The following workload appears very slow - 10x slower than the equivalent sync and async-std code. Is this a bug, or am I doing something wrong?
Read a file in a thread, send the file data chunks through a channel to another thread, where an md5 hash is computed.
I put a fully running set of benchmarks here:
https://github.com/TheSven73/tokio_demo_slow
On a dual Intel i5-3340M, Linux 4.15 (Mint):
$ cargo bench
md5/Synchronous time: [148.33 ms 149.13 ms 150.20 ms]
md5/async-std time: [146.35 ms 146.81 ms 147.30 ms]
md5/tokio time: [1.2348 s 1.2609 s 1.2890 s]
$ cargo tree | grep tokio
└── tokio v0.3.4
└── tokio-macros v0.3.1
async fn tokio_benchmark_run(f: File) {
use tokio::{
fs::File,
io::AsyncReadExt,
sync::mpsc::channel,
};
let mut md5 = md5::Context::new();
let mut f: File = f.into();
let (tx, mut rx) = channel(1);
tokio::spawn(async move {
loop {
let mut buf = vec![0u8; BUF_SZ];
let bytes_read = f.read(&mut buf).await.unwrap();
tx.send((buf, bytes_read)).await.unwrap();
if bytes_read == 0 {
break;
}
}
});
loop {
let (buf, len) = rx.recv().await.unwrap();
if len == 0 {
break;
}
tokio::task::block_in_place(|| md5.consume(&buf[..len]));
}
}
Try:
async fn tokio_benchmark_run(mut f: File) {
use tokio::sync::mpsc::channel;
let mut md5 = md5::Context::new();
let (tx, mut rx) = channel(1);
tokio::spawn(async move {
loop {
let mut buf = vec![0u8; BUF_SZ];
let bytes_read = tokio::task::block_in_place(|| f.read(&mut buf).unwrap());
tx.send((buf, bytes_read)).await.unwrap();
if bytes_read == 0 {
break;
}
}
});
loop {
let (buf, len) = rx.recv().await.unwrap();
if len == 0 {
break;
}
tokio::task::block_in_place(|| md5.consume(&buf[..len]));
}
}
I get similar results across the three approaches.
Though this does not answer the question why the tokio::fs is slower - it uses task::spawn_blocking to send the task to separate thread pool but async-std::fs uses the same approach.
// async-std no longer needs explicit call to spawn_blocking():
// it detects blocking and automatically spawns a new executor
// thread:
// https://async.rs/blog/stop-worrying-about-blocking-the-new-async-std-runtime/
md5.consume(&buf[..len]);
I understand they posted a blog post about this, but as far as I understand, this was never actually implemented because it caused various problems.
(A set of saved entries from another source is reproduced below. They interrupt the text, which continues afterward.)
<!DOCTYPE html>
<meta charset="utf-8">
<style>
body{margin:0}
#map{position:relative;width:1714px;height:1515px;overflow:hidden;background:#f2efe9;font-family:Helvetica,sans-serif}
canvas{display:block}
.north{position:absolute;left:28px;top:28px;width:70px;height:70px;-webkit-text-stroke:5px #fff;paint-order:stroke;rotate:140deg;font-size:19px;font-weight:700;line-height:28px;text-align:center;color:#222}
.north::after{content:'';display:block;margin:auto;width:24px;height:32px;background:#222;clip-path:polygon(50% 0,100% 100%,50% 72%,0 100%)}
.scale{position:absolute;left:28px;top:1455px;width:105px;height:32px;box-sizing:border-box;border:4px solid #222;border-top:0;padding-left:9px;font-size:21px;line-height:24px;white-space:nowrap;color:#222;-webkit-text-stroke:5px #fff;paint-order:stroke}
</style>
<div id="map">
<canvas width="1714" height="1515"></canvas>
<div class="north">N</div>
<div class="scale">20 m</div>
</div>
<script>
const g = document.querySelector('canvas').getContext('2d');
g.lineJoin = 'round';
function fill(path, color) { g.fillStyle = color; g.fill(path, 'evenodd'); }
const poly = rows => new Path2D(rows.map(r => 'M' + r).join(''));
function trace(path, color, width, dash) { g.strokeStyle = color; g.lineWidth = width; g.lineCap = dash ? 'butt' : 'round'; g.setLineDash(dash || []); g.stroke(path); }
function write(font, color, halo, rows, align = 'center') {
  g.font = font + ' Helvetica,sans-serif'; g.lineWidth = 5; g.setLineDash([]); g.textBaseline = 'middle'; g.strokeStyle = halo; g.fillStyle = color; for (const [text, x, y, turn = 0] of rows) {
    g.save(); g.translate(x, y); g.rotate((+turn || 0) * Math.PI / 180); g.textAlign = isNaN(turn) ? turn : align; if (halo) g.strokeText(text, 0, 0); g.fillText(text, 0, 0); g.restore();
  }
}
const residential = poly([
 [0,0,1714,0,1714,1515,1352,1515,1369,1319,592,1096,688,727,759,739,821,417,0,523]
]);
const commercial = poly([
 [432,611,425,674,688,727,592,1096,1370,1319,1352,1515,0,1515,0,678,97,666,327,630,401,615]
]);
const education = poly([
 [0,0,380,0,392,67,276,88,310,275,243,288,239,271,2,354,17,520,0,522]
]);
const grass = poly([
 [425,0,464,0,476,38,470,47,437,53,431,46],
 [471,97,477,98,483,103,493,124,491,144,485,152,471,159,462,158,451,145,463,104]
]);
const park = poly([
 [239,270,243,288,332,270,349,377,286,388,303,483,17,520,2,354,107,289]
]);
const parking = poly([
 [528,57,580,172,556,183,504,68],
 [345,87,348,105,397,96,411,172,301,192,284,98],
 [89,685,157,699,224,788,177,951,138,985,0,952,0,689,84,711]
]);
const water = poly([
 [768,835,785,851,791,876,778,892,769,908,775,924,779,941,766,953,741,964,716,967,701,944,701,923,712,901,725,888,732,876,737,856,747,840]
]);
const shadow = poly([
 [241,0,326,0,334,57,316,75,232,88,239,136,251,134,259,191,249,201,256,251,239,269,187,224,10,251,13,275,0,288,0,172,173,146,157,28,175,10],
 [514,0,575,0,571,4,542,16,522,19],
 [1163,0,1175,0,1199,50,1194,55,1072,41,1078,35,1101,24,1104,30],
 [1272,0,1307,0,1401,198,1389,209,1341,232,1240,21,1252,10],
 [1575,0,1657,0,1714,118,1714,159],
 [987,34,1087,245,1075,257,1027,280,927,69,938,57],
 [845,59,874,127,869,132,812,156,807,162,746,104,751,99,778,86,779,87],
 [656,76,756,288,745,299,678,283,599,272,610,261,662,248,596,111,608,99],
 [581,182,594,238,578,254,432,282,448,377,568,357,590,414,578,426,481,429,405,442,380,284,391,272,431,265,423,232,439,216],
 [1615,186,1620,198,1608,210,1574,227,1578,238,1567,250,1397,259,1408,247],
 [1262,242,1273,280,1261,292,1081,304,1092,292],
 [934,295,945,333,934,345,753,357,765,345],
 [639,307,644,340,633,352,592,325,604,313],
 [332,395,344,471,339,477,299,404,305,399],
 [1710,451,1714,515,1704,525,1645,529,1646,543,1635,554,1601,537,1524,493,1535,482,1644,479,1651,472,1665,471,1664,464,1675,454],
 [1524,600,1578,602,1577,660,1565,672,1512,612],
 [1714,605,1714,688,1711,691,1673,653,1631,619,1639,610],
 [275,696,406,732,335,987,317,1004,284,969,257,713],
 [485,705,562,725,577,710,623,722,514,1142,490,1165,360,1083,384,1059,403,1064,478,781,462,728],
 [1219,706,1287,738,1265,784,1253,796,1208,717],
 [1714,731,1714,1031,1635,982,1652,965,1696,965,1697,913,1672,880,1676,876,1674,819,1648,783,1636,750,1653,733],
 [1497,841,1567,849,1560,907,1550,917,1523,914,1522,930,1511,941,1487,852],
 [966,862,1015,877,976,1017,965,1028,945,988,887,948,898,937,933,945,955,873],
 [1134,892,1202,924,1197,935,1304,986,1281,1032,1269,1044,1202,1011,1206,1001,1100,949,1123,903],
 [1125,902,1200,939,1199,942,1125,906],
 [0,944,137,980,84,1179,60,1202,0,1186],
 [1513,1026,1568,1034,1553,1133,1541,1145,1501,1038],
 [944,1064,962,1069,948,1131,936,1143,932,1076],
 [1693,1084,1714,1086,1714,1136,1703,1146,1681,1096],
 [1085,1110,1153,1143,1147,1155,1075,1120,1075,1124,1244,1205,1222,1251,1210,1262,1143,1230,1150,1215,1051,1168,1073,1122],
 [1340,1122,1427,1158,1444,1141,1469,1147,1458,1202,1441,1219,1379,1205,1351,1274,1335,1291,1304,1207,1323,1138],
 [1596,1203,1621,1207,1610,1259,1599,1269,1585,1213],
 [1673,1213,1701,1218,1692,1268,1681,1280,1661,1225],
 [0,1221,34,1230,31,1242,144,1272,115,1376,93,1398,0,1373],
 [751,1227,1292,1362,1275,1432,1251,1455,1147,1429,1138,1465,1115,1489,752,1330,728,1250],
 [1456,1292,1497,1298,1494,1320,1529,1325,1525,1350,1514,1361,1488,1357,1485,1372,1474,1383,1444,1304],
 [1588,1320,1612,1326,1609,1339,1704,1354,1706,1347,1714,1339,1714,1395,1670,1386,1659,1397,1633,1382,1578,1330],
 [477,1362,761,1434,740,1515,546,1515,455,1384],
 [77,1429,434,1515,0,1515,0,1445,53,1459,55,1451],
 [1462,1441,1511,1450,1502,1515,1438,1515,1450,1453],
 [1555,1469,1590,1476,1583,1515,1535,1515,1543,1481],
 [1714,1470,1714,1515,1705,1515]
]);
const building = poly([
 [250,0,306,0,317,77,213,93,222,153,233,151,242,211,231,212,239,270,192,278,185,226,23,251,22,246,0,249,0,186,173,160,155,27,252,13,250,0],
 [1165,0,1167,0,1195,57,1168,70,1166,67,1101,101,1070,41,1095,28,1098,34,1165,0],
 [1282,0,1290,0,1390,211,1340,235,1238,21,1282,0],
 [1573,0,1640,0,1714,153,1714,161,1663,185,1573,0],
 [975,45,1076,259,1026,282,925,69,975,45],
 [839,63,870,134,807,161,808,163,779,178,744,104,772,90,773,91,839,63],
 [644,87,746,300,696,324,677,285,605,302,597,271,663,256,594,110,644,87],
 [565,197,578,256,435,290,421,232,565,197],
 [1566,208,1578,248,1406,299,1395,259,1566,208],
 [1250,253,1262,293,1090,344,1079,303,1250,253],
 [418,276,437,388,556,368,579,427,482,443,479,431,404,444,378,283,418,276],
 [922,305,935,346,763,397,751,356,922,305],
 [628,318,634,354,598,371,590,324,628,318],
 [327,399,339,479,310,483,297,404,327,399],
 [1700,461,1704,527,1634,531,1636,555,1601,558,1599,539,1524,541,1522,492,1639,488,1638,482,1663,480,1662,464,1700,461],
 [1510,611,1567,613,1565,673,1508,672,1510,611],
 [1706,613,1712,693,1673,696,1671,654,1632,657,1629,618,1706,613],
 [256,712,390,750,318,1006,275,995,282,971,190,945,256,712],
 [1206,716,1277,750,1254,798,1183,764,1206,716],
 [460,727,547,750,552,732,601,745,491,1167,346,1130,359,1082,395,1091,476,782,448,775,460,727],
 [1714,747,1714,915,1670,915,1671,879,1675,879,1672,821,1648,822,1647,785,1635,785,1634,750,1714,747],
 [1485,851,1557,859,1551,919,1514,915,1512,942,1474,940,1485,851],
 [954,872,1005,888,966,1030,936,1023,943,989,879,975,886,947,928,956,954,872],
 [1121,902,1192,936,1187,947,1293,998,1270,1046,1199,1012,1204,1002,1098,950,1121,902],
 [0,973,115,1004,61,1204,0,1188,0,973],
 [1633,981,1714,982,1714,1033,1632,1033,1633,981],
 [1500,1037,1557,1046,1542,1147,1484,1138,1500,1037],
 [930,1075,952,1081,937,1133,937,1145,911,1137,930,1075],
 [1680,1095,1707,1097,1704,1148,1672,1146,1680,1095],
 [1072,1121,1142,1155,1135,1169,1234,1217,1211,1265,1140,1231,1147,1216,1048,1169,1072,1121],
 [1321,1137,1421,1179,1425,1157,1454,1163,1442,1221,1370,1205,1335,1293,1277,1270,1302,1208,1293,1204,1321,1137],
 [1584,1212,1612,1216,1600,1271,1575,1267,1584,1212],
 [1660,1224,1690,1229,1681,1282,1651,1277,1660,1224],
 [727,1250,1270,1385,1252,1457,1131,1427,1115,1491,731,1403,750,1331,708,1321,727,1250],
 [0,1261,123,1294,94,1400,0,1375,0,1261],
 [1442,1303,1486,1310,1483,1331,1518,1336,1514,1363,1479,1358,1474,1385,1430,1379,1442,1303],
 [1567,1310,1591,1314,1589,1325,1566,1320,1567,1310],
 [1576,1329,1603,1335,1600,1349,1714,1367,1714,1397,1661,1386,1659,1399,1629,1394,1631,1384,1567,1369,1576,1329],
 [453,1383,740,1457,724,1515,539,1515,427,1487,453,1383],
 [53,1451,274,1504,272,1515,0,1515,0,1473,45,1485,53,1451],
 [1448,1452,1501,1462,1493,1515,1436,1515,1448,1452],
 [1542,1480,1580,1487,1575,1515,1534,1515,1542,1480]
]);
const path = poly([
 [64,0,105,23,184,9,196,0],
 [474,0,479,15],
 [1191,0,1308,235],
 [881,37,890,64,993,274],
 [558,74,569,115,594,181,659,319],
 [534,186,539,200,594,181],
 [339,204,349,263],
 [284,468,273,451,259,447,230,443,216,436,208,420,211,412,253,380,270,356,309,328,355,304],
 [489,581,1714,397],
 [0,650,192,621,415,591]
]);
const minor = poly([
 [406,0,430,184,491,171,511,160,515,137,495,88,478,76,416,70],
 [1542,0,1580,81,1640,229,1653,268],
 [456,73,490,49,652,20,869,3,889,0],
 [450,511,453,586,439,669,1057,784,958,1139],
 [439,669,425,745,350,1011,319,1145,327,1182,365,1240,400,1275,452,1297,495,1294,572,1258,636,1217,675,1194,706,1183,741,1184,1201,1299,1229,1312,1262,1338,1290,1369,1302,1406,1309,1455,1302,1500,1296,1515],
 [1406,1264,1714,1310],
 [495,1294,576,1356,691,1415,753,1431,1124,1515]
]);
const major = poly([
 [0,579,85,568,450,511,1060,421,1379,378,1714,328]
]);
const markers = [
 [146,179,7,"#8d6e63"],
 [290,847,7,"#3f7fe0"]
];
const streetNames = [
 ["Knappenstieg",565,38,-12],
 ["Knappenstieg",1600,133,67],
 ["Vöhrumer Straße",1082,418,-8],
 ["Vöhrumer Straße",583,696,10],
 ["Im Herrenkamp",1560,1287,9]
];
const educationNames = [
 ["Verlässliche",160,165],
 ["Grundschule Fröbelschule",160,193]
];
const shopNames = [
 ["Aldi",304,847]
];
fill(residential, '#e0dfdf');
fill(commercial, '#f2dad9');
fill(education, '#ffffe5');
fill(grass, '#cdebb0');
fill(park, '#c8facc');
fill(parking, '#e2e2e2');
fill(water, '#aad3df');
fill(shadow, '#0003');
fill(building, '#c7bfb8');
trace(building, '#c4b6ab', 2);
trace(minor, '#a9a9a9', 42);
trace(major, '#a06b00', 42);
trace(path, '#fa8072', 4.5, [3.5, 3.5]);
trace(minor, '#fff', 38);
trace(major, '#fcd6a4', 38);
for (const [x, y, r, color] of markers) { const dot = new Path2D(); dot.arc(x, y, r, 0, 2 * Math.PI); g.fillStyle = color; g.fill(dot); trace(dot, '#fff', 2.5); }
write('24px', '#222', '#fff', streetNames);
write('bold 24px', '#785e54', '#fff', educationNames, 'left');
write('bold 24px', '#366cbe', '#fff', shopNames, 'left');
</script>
In any case, this doesn't seem to be the cause of the performance difference. As @luben notes, the difference appears to lie in the file IO.
I think the File IO performance issue is already known and tracked in https://github.com/tokio-rs/tokio/issues/2994
@Darksonn I was already wondering about that. If async-std moves from explicit marking to a heuristic (to detect blocking), then that heuristic better work in all cases, or users will not be happy...
@luben I suspect #2994 may be involved, but there is probably more going on. The original benchmark converted sync File to async File (async-std or tokio). When I modify the benchmark to directly open the async Files from a path, the slowdown goes down from 10x to 6x-5x. And the latter is the slowdown reported for #2994.
Is it possible that the File conversion adds another order of magnitude slowdown?
The optics for a simple user like me are not good: tokio is an async I/O library - its native File I/O should not be an order of magnitude slower than std::io...
Converted benchmark:
https://github.com/TheSven73/tokio_demo_slow/tree/async-open
async fn tokio_benchmark_run(path: &Path) {
use tokio::{
fs::File,
io::AsyncReadExt,
sync::mpsc::channel,
};
let mut md5 = md5::Context::new();
let mut f = File::open(path).await.unwrap();
let (tx, mut rx) = channel(1);
tokio::spawn(async move {
loop {
let mut buf = vec![0u8; BUF_SZ];
let bytes_read = f.read(&mut buf).await.unwrap();
tx.send((buf, bytes_read)).await.unwrap();
if bytes_read == 0 {
break;
}
}
});
loop {
let (buf, len) = rx.recv().await.unwrap();
if len == 0 {
break;
}
tokio::task::block_in_place(|| md5.consume(&buf[..len]));
}
}
The optics for a simple user like me are not good: tokio is an async I/O library - its native File I/O should not be an order of magnitude slower than std::io...
Although it is of course important to make sure that the File api is not unnecessarily slow, it is a fact that File IO is not async/await's strong point due to lack of OS apis. If all you're doing is opening files, generally you should not be using async/await.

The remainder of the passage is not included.